>>

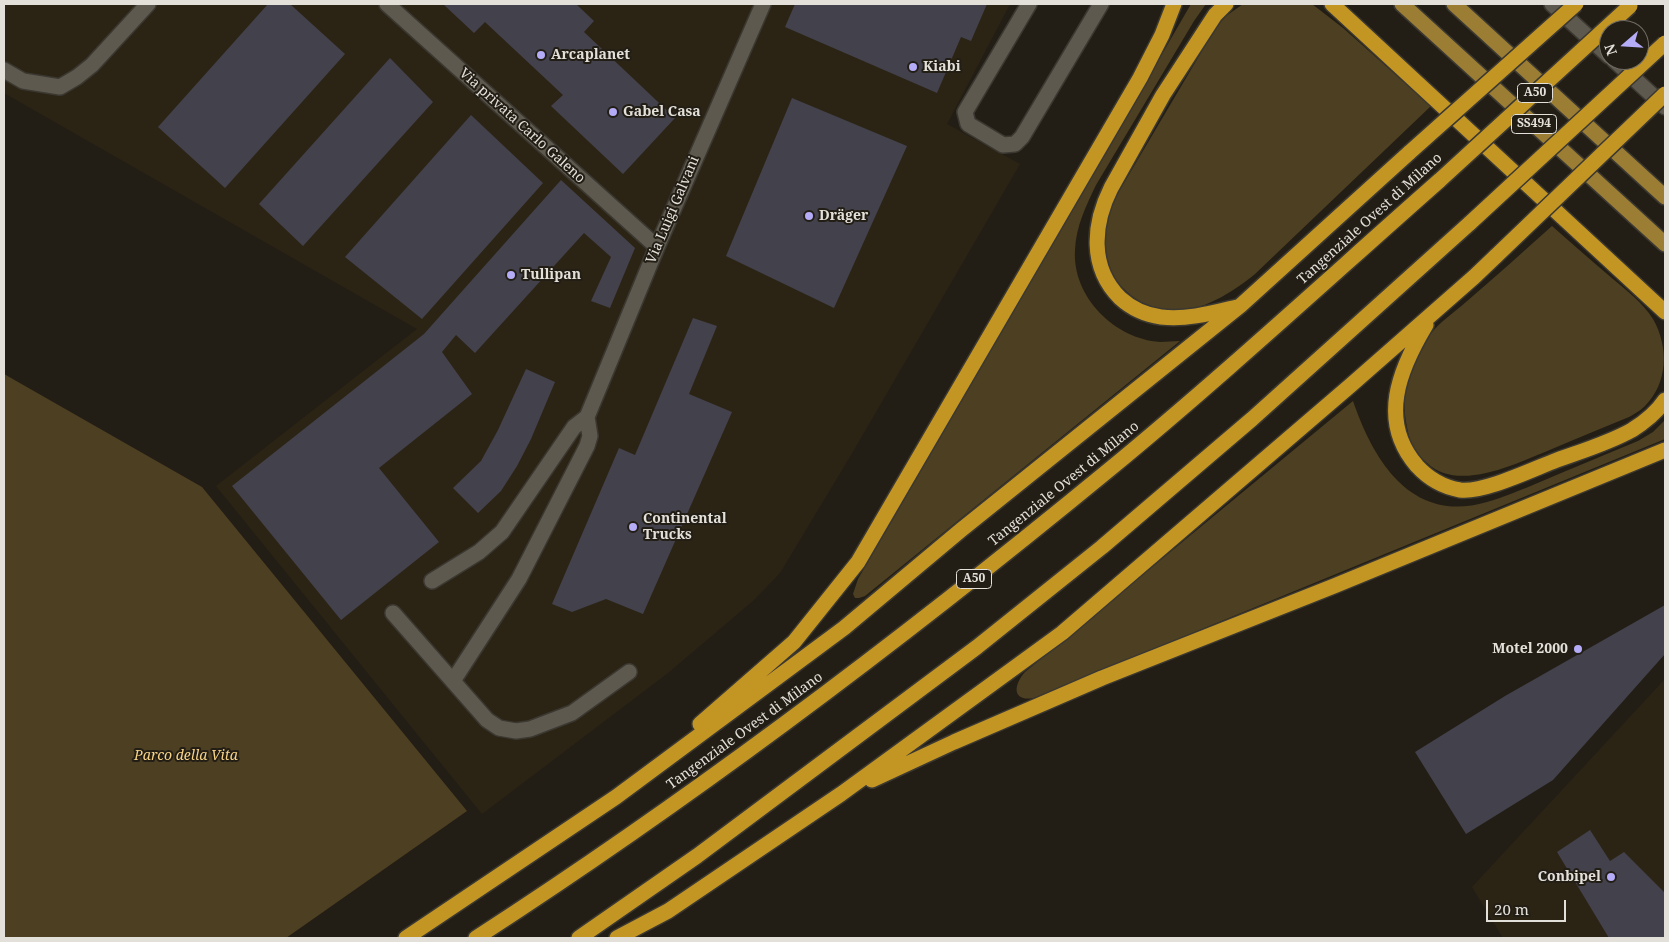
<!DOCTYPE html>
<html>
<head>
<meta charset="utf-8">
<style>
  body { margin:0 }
  #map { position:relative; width:1669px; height:942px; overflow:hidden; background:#231e15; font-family:"Noto Serif",serif }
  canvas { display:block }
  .frame { position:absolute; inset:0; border:5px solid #e3e0da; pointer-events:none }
  .north { position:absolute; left:1599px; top:20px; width:50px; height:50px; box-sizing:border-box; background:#231e15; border:1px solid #706c64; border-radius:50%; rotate:251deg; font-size:14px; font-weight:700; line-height:20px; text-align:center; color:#e3e0da }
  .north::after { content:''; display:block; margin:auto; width:18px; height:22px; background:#b5acf8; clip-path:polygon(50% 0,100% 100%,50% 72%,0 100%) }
  .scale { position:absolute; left:1486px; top:900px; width:80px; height:22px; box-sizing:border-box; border:2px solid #e3e0da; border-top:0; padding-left:6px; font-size:15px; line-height:18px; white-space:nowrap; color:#e3e0da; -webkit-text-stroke:4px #231e15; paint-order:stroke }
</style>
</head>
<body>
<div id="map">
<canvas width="1669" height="942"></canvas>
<div class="frame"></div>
<div class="north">N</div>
<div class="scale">20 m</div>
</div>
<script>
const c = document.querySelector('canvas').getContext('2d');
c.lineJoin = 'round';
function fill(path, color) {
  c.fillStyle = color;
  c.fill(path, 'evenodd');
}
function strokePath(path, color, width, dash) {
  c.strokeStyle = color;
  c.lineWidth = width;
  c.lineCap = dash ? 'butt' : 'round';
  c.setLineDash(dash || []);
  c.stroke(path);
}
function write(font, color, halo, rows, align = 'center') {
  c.font = font + ' "Noto Serif",serif';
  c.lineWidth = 4;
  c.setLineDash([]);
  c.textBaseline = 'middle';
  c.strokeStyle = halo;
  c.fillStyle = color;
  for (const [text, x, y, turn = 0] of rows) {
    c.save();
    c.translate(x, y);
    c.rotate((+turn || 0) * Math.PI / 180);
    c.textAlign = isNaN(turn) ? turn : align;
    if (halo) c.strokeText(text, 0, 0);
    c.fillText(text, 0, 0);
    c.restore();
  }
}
const built = new Path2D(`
  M4 4H1010L947 124 1020 164 851 455 780 573 754 600 668 673 482 814 216 486 417 329 4 93Z
  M1665 679V938H1503L1472 887Z`);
const green = new Path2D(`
  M1191 4H1206L1194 21 1096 185C1086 206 1076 226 1075 250 1072 297 1115 339 1160 342 1167 342 1173 341 1180 341L865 596 859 598H855L853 594 858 579Z
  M1243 4H1312L1343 28 1431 106 1255 274C1217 305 1168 330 1126 291 1113 279 1103 262 1103 244 1103 233 1107 221 1108 210L1215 29 1226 16Z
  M1552 226C1572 244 1592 261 1613 279 1627 291 1643 303 1653 319 1669 347 1668 383 1645 406 1640 411 1634 414 1629 417 1603 428 1577 438 1552 449 1517 463 1459 493 1427 463 1416 454 1409 441 1407 427 1400 392 1409 363 1430 335 1439 322 1455 312 1466 302 1495 277 1523 252 1552 226Z
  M4 374 202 487 467 811 286 938H4Z
  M1353 401C1374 462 1412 524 1487 502 1505 497 1523 489 1540 482 1573 468 1606 454 1638 441L1653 432 1665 420V439L1034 698C1011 702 1014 684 1025 672Z`);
const building = new Path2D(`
  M268 4H290L345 54 225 188 158 127Z
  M443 4H576L594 21 584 32 675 118 623 174 551 106 563 95 485 22 474 33Z
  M795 4H987L971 41 961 37 937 93 785 27Z
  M390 58 433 102 303 246 259 204Z
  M792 98 907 146 834 308 726 256Z
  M471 115 543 183 422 319 345 257Z
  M561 180 635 248 610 308 591 301 611 257 584 233 475 353 456 335 442 352 472 394 379 468 439 542 341 620 232 486 424 334Z
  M693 318 717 326 689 394 732 412 643 614 606 599 572 612 552 604 619 448 635 455Z
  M526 369 555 382 531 439 517 466 501 491 478 513 453 488 481 461 498 430Z
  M1665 605V654L1553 780 1466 834 1415 752 1505 696Z
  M1590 830 1610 861 1624 852 1665 893V938H1609L1557 852Z`);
const minor = new Path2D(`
  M387 4 657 247
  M1029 4 965 112 968 124 1003 145 1015 144 1022 137 1101 4
  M1552 4 1609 56
  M1614 60 1665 107
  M4 70 23 81 60 87 77 77 92 65 148 4
  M432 581 479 552 502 532 574 427 587 417
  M393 613 487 720 499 728 516 731 530 729 572 713 629 672
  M453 681 519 579 587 446 590 436 587 417 657 247 763 4`);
const major = new Path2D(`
  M1402 4 1665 244
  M1454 4 1665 197`);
const highway = new Path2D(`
  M1226 4 1215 15 1163 95 1111 188C1093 224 1089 267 1120 298 1131 308 1146 315 1161 317 1187 320 1212 313 1237 307
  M1332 4 1665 312
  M1426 325C1399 370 1378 421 1417 466 1428 478 1443 487 1460 490 1484 493 1533 469 1557 460 1582 451 1609 443 1632 430 1645 422 1657 412 1665 400
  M700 724 794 642 858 562 1140 78 1162 35 1174 4
  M872 780 954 742 1102 678 1334 586 1665 450
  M406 938 616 797 844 628 961 530 1240 306 1410 152
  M476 938C697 795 907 636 1110 469 1223 376 1330 277 1440 180
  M579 938 697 856 977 647 1102 547 1252 419 1470 223
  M617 938 668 911 841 794 1062 633 1351 385 1474 277 1496 256`);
const highwayBridge = new Path2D(`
  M1410 152 1576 4
  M1440 180 1630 6
  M1470 223 1665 43
  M1496 256 1665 94`);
const markers = [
  [541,55,5,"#b5acf8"],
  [913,67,5,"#b5acf8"],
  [613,112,5,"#b5acf8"],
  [809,216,5,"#b5acf8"],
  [511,275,5,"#b5acf8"],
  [633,527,5,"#b5acf8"],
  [1578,649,5,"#b5acf8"],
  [1611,877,5,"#b5acf8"]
];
const shields = [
  [1535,93,35],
  [1534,124,45],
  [974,579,35]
];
const shieldNames = [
  ["A50",1535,93],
  ["SS494",1534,124],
  ["A50",974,579]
];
const poiNames = [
  ["Arcaplanet",551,55],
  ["Kiabi",923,67],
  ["Gabel Casa",623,112],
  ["Dräger",819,216],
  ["Tullipan",521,275],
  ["Continental",643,519],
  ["Trucks",643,535],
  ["Motel 2000",1568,649,"right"],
  ["Conbipel",1601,877,"right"]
];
const streetNames = [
  ["Via privata Carlo Galeno",522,126,42],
  ["Via Luigi Galvani",673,210,-67],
  ["Tangenziale Ovest di Milano",1370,219,-42],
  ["Tangenziale Ovest di Milano",1064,484,-39],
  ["Tangenziale Ovest di Milano",745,731,-36]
];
const parkNames = [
  ["Parco della Vita",186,756]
];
fill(built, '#2b2415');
fill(green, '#4d3f22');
fill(building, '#42414c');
strokePath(minor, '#3b3832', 18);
strokePath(major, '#3b3832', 18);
strokePath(highway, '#3b3832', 18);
strokePath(minor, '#5e594e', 15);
strokePath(major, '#9b7d34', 15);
strokePath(highway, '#c39523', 15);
strokePath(highwayBridge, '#3b3832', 18, []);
strokePath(highwayBridge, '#c39523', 15);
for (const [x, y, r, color] of markers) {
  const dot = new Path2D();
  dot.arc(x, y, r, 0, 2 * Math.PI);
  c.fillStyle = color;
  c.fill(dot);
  strokePath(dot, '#231e15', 2);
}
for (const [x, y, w] of shields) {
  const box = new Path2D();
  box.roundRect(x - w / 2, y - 9.5, w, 19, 4);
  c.fillStyle = '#231e15';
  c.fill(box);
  strokePath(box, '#e3e0da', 1);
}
write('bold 12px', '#e3e0da', null, shieldNames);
write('bold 14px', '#e3e0da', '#231e15', poiNames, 'left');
write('14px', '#e3e0da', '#231e15', streetNames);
write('italic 14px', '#f6d287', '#231e15', parkNames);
</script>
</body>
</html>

<<

How to complete this task — Wherever the string "canvas" occurs in the records, copy the line it is in.

Exercise output —
  canvas { display:block }
<canvas width="1669" height="942"></canvas>
const c = document.querySelector('canvas').getContext('2d');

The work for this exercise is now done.